[Stored items]

════

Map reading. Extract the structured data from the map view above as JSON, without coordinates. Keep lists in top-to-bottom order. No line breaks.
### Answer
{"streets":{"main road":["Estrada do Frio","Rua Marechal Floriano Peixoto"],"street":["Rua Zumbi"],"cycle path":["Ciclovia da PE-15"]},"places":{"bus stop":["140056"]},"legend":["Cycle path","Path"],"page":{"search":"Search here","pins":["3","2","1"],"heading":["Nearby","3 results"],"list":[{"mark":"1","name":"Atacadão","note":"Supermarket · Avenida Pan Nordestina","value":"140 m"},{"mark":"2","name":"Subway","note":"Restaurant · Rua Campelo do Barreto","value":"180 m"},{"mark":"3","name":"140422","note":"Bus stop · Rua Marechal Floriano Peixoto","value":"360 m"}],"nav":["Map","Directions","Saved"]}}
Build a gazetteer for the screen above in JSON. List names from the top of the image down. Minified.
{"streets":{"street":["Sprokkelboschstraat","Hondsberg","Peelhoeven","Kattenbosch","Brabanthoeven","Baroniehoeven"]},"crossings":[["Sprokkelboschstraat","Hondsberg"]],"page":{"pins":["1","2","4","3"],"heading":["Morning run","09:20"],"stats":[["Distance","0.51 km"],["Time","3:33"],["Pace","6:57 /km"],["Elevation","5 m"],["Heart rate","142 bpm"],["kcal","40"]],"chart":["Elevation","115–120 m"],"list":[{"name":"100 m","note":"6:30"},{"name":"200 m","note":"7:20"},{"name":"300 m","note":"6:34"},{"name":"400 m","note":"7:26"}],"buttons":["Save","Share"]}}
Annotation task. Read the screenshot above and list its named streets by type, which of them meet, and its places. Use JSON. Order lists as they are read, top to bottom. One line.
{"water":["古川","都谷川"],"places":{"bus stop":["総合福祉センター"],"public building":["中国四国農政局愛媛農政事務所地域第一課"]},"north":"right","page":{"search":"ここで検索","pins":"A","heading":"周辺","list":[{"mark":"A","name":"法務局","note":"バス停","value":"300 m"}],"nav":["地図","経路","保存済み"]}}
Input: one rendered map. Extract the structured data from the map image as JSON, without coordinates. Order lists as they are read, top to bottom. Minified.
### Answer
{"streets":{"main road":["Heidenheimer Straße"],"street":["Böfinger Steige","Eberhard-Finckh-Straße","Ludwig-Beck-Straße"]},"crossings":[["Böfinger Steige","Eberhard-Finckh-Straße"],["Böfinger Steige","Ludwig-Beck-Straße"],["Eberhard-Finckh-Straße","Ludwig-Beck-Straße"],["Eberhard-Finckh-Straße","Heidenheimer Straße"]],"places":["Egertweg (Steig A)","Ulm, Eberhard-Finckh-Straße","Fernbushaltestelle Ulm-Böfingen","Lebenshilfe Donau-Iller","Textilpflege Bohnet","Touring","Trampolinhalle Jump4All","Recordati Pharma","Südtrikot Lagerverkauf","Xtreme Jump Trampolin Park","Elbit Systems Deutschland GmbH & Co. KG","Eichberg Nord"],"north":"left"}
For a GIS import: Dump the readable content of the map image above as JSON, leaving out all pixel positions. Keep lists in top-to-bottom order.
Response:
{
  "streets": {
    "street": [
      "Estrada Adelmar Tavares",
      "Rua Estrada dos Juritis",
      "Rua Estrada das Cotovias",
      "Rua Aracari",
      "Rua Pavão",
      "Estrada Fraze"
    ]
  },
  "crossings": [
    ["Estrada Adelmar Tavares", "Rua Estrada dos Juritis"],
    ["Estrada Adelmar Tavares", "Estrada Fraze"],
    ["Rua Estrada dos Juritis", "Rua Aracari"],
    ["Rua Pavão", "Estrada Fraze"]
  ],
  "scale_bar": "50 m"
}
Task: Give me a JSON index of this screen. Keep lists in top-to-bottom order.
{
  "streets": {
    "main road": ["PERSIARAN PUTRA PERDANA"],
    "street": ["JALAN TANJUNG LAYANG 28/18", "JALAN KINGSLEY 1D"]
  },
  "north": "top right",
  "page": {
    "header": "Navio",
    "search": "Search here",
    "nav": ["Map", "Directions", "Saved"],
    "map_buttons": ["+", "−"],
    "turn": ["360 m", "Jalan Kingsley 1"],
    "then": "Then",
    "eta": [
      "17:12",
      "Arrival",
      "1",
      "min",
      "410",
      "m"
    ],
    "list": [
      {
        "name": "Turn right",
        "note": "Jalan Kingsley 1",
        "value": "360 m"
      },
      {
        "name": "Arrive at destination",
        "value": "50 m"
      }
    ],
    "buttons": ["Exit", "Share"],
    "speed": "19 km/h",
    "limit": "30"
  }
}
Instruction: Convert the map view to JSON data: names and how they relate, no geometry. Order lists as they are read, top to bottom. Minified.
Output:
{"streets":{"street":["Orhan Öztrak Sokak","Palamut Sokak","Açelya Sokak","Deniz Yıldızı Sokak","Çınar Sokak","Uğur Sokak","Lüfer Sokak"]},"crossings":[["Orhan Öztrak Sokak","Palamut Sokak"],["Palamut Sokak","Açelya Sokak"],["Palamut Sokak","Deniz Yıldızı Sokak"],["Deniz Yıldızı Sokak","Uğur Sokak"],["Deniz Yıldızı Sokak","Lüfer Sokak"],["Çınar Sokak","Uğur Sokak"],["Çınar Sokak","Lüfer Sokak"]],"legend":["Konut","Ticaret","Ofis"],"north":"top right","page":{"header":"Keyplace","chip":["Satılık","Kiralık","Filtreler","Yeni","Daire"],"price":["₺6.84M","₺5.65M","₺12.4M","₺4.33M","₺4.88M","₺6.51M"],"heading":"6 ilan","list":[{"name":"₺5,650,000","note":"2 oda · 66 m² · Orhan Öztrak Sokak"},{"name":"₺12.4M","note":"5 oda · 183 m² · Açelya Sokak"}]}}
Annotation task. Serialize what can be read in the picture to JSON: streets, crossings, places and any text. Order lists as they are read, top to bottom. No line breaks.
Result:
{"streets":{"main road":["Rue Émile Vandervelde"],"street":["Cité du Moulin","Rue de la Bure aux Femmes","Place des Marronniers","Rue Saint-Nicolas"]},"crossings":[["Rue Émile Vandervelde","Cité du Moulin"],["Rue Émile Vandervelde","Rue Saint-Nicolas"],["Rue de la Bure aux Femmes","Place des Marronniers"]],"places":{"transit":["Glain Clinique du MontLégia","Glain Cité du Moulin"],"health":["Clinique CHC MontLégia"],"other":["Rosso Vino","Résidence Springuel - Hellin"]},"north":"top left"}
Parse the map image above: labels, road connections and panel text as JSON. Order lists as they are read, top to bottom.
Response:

════

▶ The problem
Here the output must be the lines above from the line with "Annotation task. Read" to the line with "Input: one rendered", both included, duplicated word for word and nothing else.

▶ Exercise output
Annotation task. Read the screenshot above and list its named streets by type, which of them meet, and its places. Use JSON. Order lists as they are read, top to bottom. One line.
{"water":["古川","都谷川"],"places":{"bus stop":["総合福祉センター"],"public building":["中国四国農政局愛媛農政事務所地域第一課"]},"north":"right","page":{"search":"ここで検索","pins":"A","heading":"周辺","list":[{"mark":"A","name":"法務局","note":"バス停","value":"300 m"}],"nav":["地図","経路","保存済み"]}}
Input: one rendered map. Extract the structured data from the map image as JSON, without coordinates. Order lists as they are read, top to bottom. Minified.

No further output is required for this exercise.